The changes induced in the thickness, number of nucleated cell layers, and mitotic index of mouse interfollicular epidermis by various doses of ethylphenylpropiolate (EPP) or turpentine were measured and their promoting activity was tested. Doses of EPP or turpentine able to induce marked cell proliferation and hyperplasia of the epidermis were found to have minimal or no promoting activity.
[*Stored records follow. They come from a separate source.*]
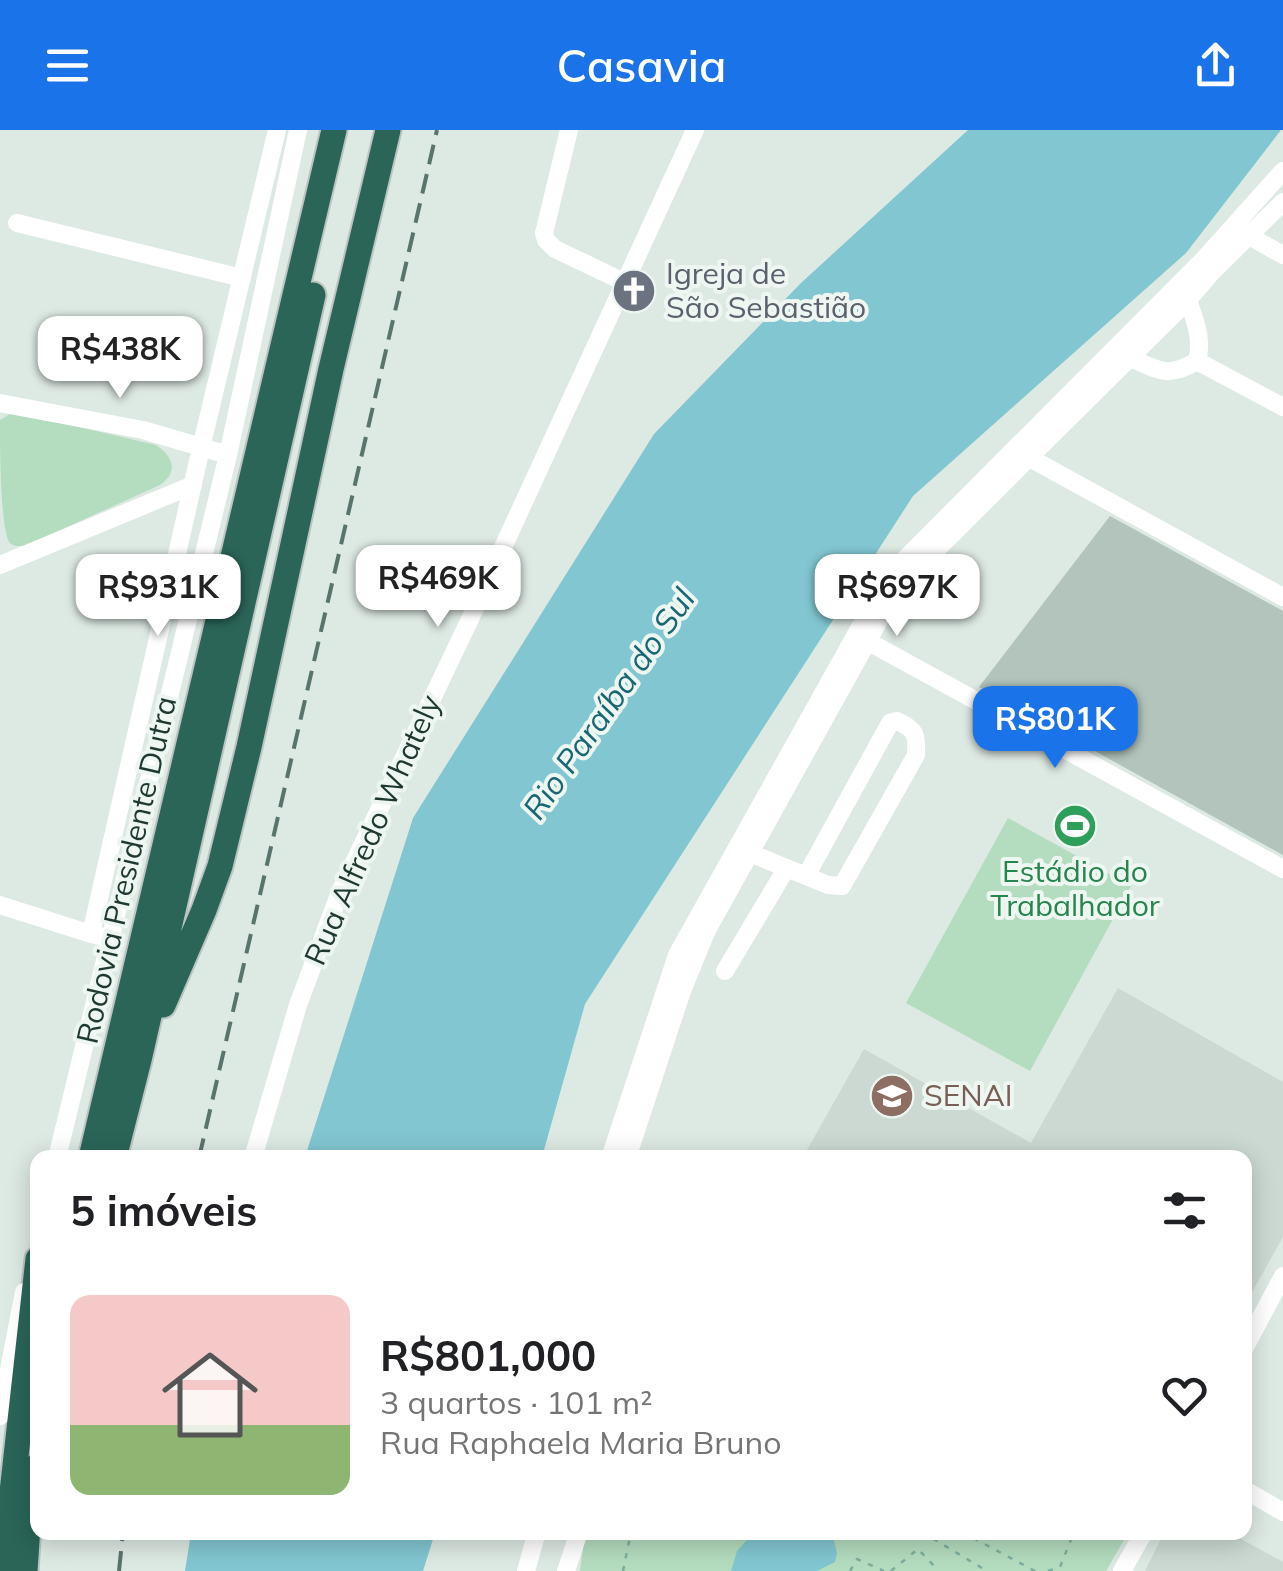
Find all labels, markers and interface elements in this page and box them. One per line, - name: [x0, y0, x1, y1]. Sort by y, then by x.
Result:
- text: Casavia: [557, 37, 726, 93]
- icon: menu: [40, 38, 95, 93]
- icon: share: [1188, 38, 1243, 93]
- place label: Igreja de São Sebastião: [666, 254, 866, 326]
- church icon: Igreja de São Sebastião: [611, 268, 657, 314]
- pin: R$438K: [39, 316, 201, 401]
- text: R$438K: [60, 328, 180, 368]
- pin: R$469K: [357, 545, 519, 630]
- pin: R$931K: [77, 554, 239, 639]
- pin: R$697K: [816, 554, 978, 639]
- text: R$469K: [378, 557, 498, 597]
- text: R$931K: [98, 566, 218, 606]
- text: R$697K: [837, 566, 957, 606]
- water label: Rio Paraíba do Sul: [514, 580, 703, 827]
- pin: R$801K: [974, 686, 1136, 771]
- street label: Rua Alfredo Whately: [295, 688, 449, 971]
- street label: Rodovia Presidente Dutra: [68, 693, 184, 1047]
- text: R$801K: [995, 698, 1115, 738]
- sports icon: Estádio do Trabalhador: [1052, 803, 1098, 849]
- place label: Estádio do Trabalhador: [990, 852, 1160, 924]
- school or university icon: SENAI: [869, 1073, 915, 1119]
- place label: SENAI: [924, 1076, 1013, 1114]
- icon: filters: [1157, 1183, 1212, 1238]
- text: 5 imóveis: [70, 1184, 257, 1237]
- text: R$801,000: [380, 1329, 596, 1382]
- icon: home: [150, 1335, 270, 1455]
- icon: heart: [1157, 1368, 1212, 1423]
- text: 3 quartos · 101 m²: [380, 1382, 652, 1422]
- text: Rua Raphaela Maria Bruno: [380, 1422, 781, 1462]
Experiments in which EPP or turpentine were applied to mouse skin [weekly after four weekly applications of a promoting dose of 12-O-tetradecanoyl-phorbol-13-acetate (TPA) or weekly 72 hr after treatment with TPA] show that, contrary to what would be expected if a summation of the effects of the promoter and the hyperplastic agents took place, EPP and turpentine have an inhibtory effect on the promoting activity of TPA. These findings show that induction of cell proliferation and hyperplasia of the epidermis is not sufficient to ensure skin tumor promotion or the growth of the tumor cells into clinical neoplasms and suggest that cellular events other than cell proliferation are required to enable the expression of neoplastic transformation.
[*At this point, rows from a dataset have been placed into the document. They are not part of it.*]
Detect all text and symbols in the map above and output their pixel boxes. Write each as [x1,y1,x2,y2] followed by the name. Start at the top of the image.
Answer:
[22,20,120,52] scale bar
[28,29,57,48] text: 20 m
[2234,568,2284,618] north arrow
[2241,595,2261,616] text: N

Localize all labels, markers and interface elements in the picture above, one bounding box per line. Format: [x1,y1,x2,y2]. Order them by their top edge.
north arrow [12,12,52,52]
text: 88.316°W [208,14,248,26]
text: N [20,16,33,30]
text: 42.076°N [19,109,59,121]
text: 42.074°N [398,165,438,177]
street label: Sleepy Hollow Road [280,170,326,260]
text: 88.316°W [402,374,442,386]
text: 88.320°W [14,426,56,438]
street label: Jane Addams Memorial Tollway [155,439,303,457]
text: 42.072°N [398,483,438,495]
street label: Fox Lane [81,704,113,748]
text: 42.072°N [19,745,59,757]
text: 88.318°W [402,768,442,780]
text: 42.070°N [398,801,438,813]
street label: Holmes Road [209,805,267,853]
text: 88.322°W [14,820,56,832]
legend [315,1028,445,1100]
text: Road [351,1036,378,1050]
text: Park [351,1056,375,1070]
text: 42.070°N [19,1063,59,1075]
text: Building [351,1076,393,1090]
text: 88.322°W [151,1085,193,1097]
A comparative study of the time sequence of the early histological changes induced in mouse interfollicular epidermis by turpentine, cantharidin, and a nonpromoting dose of TPA shows that, after treatment with a nonpromoting dose of these agents, the increase in the number of nucleated cell layers of interfollicular epidermis occurs only after the increase in the mitotic index, comparable to that observed with EPP. The time sequence of these changes is clearly different from that observed after treatment with a promoting dose of TPA, in which the increase in number of nucleated cell layers precedes the increase in mitotic index. It suggests that stimulation of cells of the upper layers of the epidermis and reversal of their differentiation induced by a promoting dose of TPA is not induced by these nonpromoting agents, and indicates that basic differences exist between the cellular reprogramming induced by promoting and nonpromoting agents.

¹ This work was supported by Grant-in-Aid MA-4340 of the Medical Research Council of Canada.

Received 11/28/72. Accepted 1/10/74.